Using the records that follow, copy every line containing the word "linecap".

** Stored records **
══════
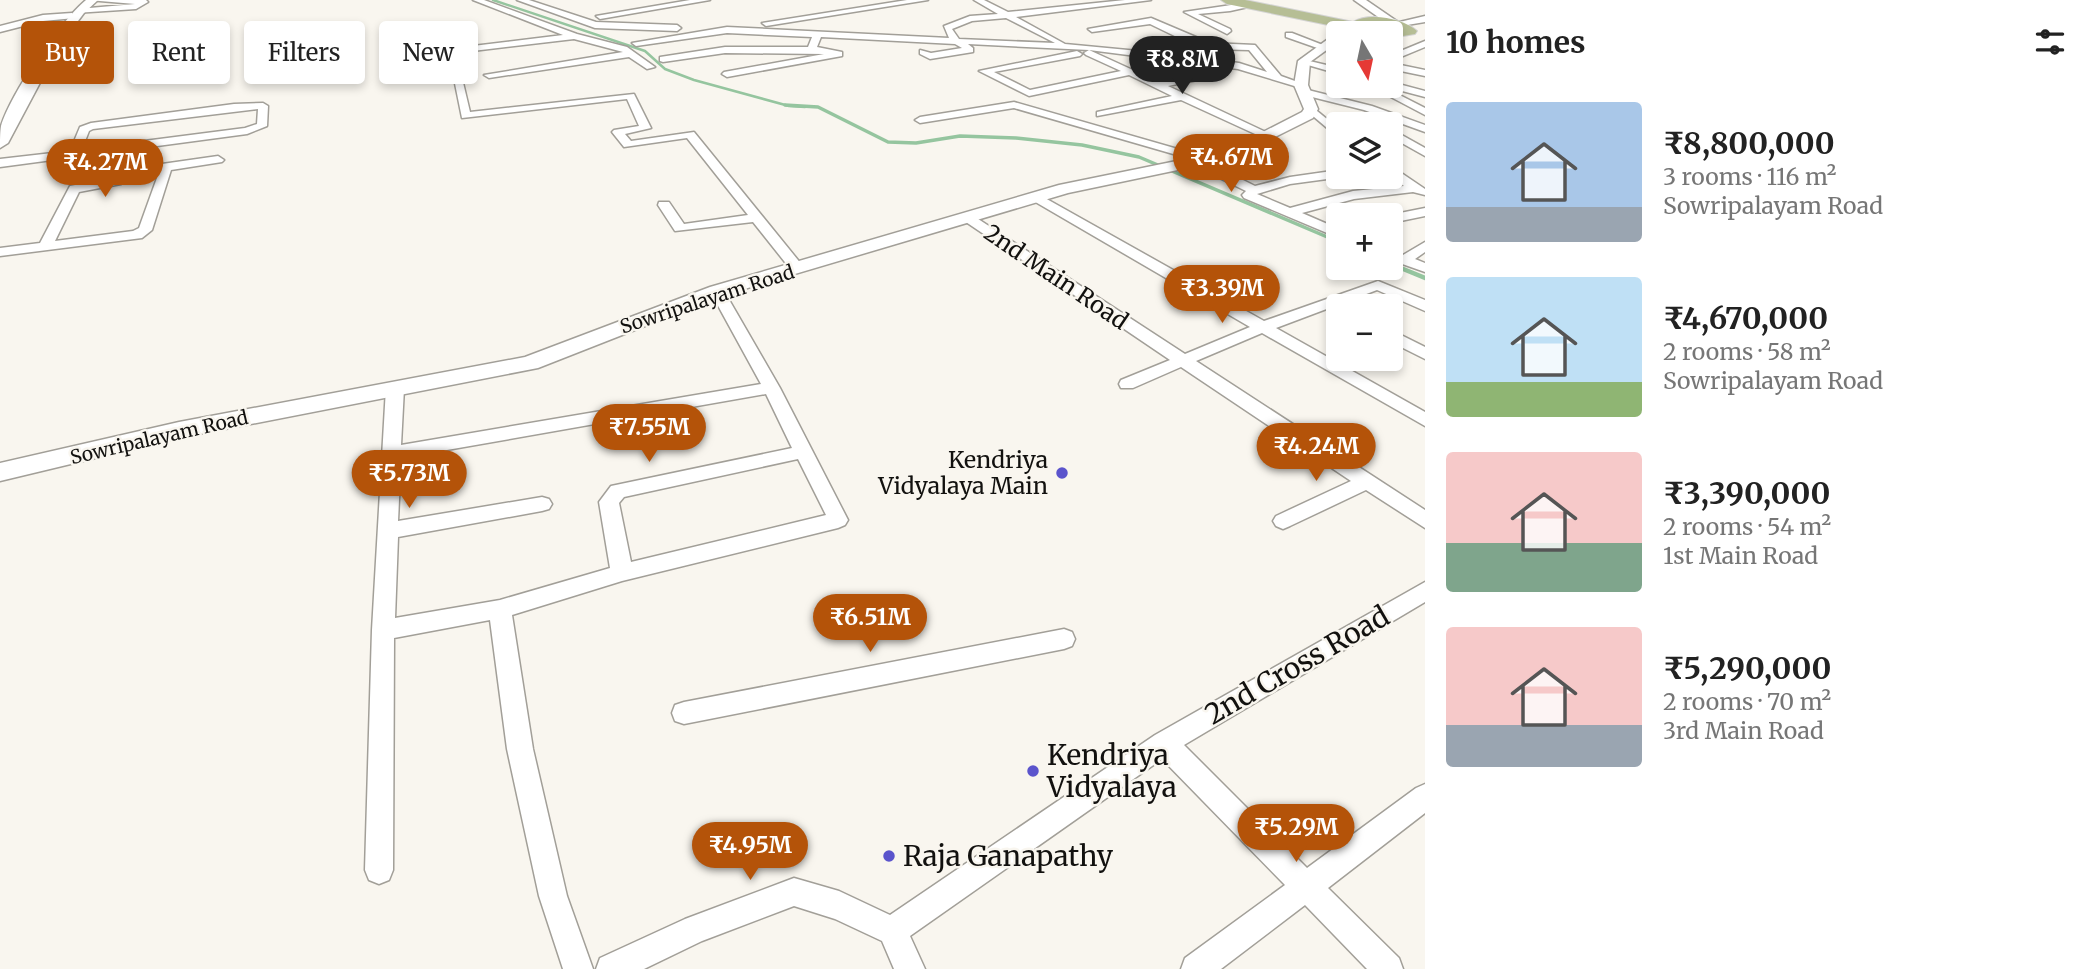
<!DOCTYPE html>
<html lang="en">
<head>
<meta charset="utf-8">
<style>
  :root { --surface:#fff; --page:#f2f2f2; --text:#222; --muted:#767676; --accent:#b45309 }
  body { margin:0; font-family:Merriweather,serif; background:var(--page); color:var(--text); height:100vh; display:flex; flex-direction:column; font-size:26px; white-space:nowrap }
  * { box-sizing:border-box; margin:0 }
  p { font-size:23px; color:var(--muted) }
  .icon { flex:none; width:38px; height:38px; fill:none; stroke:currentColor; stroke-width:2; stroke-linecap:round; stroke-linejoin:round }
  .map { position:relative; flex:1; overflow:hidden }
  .details { display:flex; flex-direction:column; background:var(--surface); width:665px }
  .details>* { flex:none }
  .banner { position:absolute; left:21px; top:21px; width:665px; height:63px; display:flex; gap:14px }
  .needle { width:46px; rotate:171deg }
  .fabs { position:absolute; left:1326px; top:21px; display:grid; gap:14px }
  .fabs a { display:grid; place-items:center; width:77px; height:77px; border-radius:7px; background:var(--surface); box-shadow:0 4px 10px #0003; font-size:35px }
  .price { position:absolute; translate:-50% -60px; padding:0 16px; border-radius:24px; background:var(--accent); color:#fff; font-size:23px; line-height:46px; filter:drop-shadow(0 2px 4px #0008) }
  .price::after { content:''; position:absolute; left:50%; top:42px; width:21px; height:16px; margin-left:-10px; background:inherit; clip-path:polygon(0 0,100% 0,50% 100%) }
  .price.active { background:#222; color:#fff }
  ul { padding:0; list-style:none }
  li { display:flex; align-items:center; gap:21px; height:175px; padding:0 21px }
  li span { display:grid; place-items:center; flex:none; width:196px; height:140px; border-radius:7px; color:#555 }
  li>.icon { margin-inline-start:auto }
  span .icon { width:84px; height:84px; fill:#fffc; stroke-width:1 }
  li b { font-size:30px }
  h2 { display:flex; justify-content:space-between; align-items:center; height:84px; padding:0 21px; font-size:30px }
  .chip { padding:0 24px; border-radius:7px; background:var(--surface); box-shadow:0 4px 10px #0003; font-size:24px; line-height:63px }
  .chip.active { background:var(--accent); color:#fff }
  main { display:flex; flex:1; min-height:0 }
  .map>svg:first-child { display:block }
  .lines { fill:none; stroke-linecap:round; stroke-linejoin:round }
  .stream-far2 { stroke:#95c59f; stroke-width:2.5 }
  .stream-far1 { stroke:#95c59f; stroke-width:3.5 }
  .stream { stroke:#95c59f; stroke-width:4.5 }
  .street-casing { stroke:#a29f98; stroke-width:3 }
  .secondary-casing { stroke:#a29f98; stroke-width:3 }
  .primary-casing { stroke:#d4d4d4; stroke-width:2 }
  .street { fill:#fff; fill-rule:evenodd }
  .secondary { fill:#fff; fill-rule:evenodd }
  .primary { fill:#b6be95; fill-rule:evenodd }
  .poi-dot { fill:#5b54cc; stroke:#f9f6ef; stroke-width:2.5 }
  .labels { text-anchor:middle; stroke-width:5; stroke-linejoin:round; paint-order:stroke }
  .far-street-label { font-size:19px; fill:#12110f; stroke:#f9f6ef }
  .street-label { font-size:23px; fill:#12110f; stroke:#f9f6ef }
  .poi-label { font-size:23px; fill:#12110f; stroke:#f9f6ef; text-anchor:end }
  .near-street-label { font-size:28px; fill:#12110f; stroke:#f9f6ef }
  .near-poi-label { font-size:28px; fill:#12110f; stroke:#f9f6ef; text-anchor:start }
</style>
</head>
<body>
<main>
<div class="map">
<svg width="1425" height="969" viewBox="0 0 1425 969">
  <rect width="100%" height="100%" fill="#f9f6ef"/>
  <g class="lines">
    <path class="stream-far2" d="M 493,0 L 645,51 L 665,69 L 694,80 L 789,106 L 805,107"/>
    <path class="stream-far1" d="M 785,105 L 818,107 L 888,142 L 916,143 L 960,136 L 1016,138 L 1082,145 L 1139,157 L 1339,242"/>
    <path class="stream" d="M 1391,264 L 1425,278"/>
    <g class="street-casing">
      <g id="street">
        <path d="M 88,0 L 146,0 L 148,2 L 136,9 L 75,13 L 78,9 L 135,4 Z"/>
        <path d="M 473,0 L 484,0 L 577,34 L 627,47 L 655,67 L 647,69 L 629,57 L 489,78 L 484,75 L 623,52 L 574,39 L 456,53 L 470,112 L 634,94 L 651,128 L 625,134 L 631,141 L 694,132 L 802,265 L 802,271 L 792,271 L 753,222 L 675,231 L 658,205 L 659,202 L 669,202 L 684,224 L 748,215 L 687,138 L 624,147 L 612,132 L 614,130 L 639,126 L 627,99 L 462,118 L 448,49 L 563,35 Z"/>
        <path d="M 517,0 L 529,0 L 596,22 L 677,25 L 681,28 L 677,31 L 595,28 Z"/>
        <path d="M 690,0 L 710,0 L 600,19 L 596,16 Z"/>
        <path d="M 907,0 L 928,0 L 766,26 L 762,23 Z"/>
        <path d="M 974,0 L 984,0 L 1008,12 L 1125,0 L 1151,0 L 1016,17 L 1065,44 L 1149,52 L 1144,49 L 1146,47 L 1183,40 L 1150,24 L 1092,32 L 1088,29 L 1151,18 L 1210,43 L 1255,45 L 1281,76 L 1306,85 L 1301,88 L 1238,69 L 1089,50 L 1159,82 L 1202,75 L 1202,79 L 1168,86 L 1270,134 L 1270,138 L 1266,139 L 1181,100 L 1097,116 L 1097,112 L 1172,96 L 1129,75 L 1029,96 L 979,71 L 1077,51 L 1082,54 L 1080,56 L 994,72 L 1030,90 L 1121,71 L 1086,55 L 1084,53 L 1089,50 L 968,44 L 973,48 L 973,52 L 930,59 L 920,54 L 920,50 L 931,53 L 962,48 L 955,44 L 821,37 L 817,47 L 842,52 L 842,56 L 727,77 L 722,74 L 724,72 L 824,54 L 725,53 L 663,62 L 660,61 L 660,57 L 725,47 L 808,47 L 812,37 L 727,33 L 636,46 L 632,43 L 727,27 L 949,38 L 944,26 L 970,16 L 998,14 ZM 1006,18 L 1055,43 L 959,39 L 952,29 L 972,21 ZM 1192,44 L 1210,49 L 1249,50 L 1267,72 L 1239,63 L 1149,52 Z"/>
        <path d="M 1245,3 L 1248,7 L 1230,11 L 1198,14 L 1230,29 L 1231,31 L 1227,34 L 1184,12 Z"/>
        <path d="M 72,13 L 75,18 L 43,21 L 0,32 L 0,26 L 43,15 Z"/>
        <path d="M 1425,16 L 1425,22 L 1395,27 L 1391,24 Z"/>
        <path d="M 1286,33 L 1292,33 L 1328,47 L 1323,50 L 1286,37 Z"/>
        <path d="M 1425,41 L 1425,47 L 1391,61 L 1391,55 Z"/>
        <path d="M 1301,59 L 1339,68 L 1339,74 L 1301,63 Z"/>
        <path d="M 1391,63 L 1425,70 L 1425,76 L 1391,69 Z"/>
        <path d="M 1391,82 L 1425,91 L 1425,97 L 1387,87 L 1391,86 Z"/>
        <path d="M 1370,86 L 1382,86 L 1425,108 L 1425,115 Z"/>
        <path d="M 1304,89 L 1372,106 L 1425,125 L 1425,132 L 1364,110 L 1300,94 L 1300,90 Z"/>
        <path d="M 1014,102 L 1209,158 L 1215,166 L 1255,186 L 1290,177 L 1339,170 L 1339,177 L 1342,177 L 1290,184 L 1257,194 L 1290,208 L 1353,191 L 1404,186 L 1391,176 L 1391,166 L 1425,189 L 1425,195 L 1413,192 L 1354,199 L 1302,213 L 1339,229 L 1339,238 L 1244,198 L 1242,195 L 1246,191 L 1207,172 L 1201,162 L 1014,108 L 920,123 L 915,120 L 920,117 Z"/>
        <path d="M 263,103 L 268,106 L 267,126 L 247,134 L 0,167 L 0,159 L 70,151 L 80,127 L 91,123 L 234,104 ZM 258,109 L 257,124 L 245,128 L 82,149 L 89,131 L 93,129 Z"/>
        <path d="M 1311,106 L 1339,129 L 1339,138 L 1307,111 L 1306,109 Z"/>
        <path d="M 1391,129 L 1425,148 L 1425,156 L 1391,137 Z"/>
        <path d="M 218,156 L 224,160 L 222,162 L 171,170 L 152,230 L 142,238 L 0,256 L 0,248 L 40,243 L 70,186 L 121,176 L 127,180 L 121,184 L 79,192 L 55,241 L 133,231 L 139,228 L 162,164 Z"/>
        <path d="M 1036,193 L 1264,321 L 1378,281 L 1425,300 L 1425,311 L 1377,290 L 1276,328 L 1425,412 L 1425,426 L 1262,333 L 1196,361 L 1425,510 L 1425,528 L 1366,490 L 1290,526 L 1283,529 L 1276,526 L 1273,521 L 1276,516 L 1351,481 L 1181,367 L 1133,388 L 1121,388 L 1119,384 L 1121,380 L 1170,360 L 960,218 L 962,215 L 972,215 L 1185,354 L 1250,327 L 1032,200 L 1032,194 Z"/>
        <path d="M 1425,208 L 1425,216 L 1391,223 L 1390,215 Z"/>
        <path d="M 1425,242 L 1425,252 L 1415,259 L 1425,263 L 1425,272 L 1391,260 L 1391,251 L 1403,255 Z"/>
        <path d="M 717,287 L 724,291 L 780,388 L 848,520 L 845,525 L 838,528 L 622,581 L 512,615 L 533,749 L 567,896 L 593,969 L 563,969 L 539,896 L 507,749 L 490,620 L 394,638 L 393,870 L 389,880 L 379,884 L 369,880 L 365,870 L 372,630 L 386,388 L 395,383 L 404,388 L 401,445 L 761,384 L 710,291 ZM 766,394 L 792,448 L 611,486 L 599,502 L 610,568 L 500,600 L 395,618 L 398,537 L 542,511 L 549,509 L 552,504 L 549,499 L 542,497 L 398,521 L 401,458 ZM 798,459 L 826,515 L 631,562 L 619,503 L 624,497 Z"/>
        <path d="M 1391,330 L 1425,347 L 1425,359 L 1391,342 Z"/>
        <path d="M 1425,582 L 1425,602 L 1184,745 L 1307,868 L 1416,788 L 1425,784 L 1425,813 L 1328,888 L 1399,958 L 1403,969 L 1367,969 L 1305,905 L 1221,969 L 1181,969 L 1185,958 L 1285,885 L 1162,759 L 910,936 L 925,969 L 894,969 L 882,941 L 835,919 L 794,906 L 702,941 L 644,969 L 596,969 L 600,958 L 685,919 L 794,878 L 839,891 L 890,915 L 1155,735 Z"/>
        <path d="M 1064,629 L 1072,632 L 1075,639 L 1072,646 L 1064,649 L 684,724 L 675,721 L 672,713 L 675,705 L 684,702 Z"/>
      </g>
    </g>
    <g class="secondary-casing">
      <g id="secondary">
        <path d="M 86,0 L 98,0 L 84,13 L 60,45 L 8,143 L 0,148 C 0,141 0,132 1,126 C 12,92 59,23 86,0 Z"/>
        <path d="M 1354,0 L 1366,0 L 1401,24 L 1391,26 Z"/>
        <path d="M 1339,31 L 1344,33 L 1339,33 L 1339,41 L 1310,62 L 1308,85 L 1318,109 L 1313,118 L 1271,139 L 1211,163 L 1068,193 L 724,295 L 538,368 L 179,438 L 0,481 L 0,463 L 179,422 L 525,357 L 710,287 L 1059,185 L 1201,156 L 1261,133 L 1302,112 L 1304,109 L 1294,85 L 1298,61 Z"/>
      </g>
    </g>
    <g class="primary-casing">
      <path id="primary" d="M 1221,0 L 1245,0 L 1353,22 C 1369,12 1403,18 1417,31 L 1415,34 L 1391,38 L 1391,33 L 1367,33 L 1227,4 ZM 1373,26 L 1386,26 L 1394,29 Z"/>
    </g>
    <use href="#street" class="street"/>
    <use href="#secondary" class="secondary"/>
    <use href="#primary" class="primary"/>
  </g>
  <g class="poi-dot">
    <circle cx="1062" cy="473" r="7"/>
    <circle cx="1033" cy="771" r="7"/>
    <circle cx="889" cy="856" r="7"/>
  </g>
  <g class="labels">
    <g class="far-street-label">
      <text transform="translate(707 299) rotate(-18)" y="7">Sowripalayam Road</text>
      <text transform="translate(159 437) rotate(-13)" y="7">Sowripalayam Road</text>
    </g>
    <g class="street-label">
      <text transform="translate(1056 277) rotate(34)" y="8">2nd Main Road</text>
    </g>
    <g class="poi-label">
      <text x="1048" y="468">Kendriya<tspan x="1048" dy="26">Vidyalaya Main</tspan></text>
    </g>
    <g class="near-street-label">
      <text transform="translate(1297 665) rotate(-30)" y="10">2nd Cross Road</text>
    </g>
    <g class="near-poi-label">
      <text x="1047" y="765">Kendriya<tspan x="1047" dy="32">Vidyalaya</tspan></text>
      <text x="903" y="866">Raja Ganapathy</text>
    </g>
  </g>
</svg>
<div class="fabs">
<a><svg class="needle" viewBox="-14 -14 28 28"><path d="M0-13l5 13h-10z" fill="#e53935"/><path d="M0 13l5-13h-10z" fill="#767676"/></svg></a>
<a><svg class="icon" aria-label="layers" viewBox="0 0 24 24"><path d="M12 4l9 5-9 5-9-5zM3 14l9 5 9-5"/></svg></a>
<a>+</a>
<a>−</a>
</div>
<b class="price active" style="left:1182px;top:96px">₹8.8M</b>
<b class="price" style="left:1231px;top:194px">₹4.67M</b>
<b class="price" style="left:105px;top:199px">₹4.27M</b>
<b class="price" style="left:1222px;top:325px">₹3.39M</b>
<b class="price" style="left:649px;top:464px">₹7.55M</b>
<b class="price" style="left:1316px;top:483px">₹4.24M</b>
<b class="price" style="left:409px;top:510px">₹5.73M</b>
<b class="price" style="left:870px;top:654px">₹6.51M</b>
<b class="price" style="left:1296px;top:864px">₹5.29M</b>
<b class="price" style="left:750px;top:882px">₹4.95M</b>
<div class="banner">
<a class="chip active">Buy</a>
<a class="chip">Rent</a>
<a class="chip">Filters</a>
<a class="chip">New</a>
</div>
</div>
<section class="details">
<h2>10 homes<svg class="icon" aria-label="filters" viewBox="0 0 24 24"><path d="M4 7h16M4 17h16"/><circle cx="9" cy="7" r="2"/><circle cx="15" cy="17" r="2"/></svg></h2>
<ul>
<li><span style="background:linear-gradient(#a9c7e8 75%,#9aa5b1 0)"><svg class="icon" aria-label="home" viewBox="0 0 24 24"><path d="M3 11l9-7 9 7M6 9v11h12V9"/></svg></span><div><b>₹8,800,000</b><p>3 rooms · 116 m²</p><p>Sowripalayam Road</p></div></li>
<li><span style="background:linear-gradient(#bfe0f5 75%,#8fb573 0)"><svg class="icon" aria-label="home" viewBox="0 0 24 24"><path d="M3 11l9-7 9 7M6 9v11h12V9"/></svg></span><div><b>₹4,670,000</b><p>2 rooms · 58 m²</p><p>Sowripalayam Road</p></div></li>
<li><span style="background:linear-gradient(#f6c9c9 65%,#7fa58c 0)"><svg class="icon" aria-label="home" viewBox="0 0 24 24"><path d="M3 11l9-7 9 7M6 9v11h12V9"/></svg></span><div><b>₹3,390,000</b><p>2 rooms · 54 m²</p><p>1st Main Road</p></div></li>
<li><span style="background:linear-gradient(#f6c9c9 70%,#9aa5b1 0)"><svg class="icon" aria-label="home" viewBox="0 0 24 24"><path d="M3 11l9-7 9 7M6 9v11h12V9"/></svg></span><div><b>₹5,290,000</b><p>2 rooms · 70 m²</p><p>3rd Main Road</p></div></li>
</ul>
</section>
</main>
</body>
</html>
══════
** ANSWER SECTION **
  .icon { flex:none; width:38px; height:38px; fill:none; stroke:currentColor; stroke-width:2; stroke-linecap:round; stroke-linejoin:round }
  .lines { fill:none; stroke-linecap:round; stroke-linejoin:round }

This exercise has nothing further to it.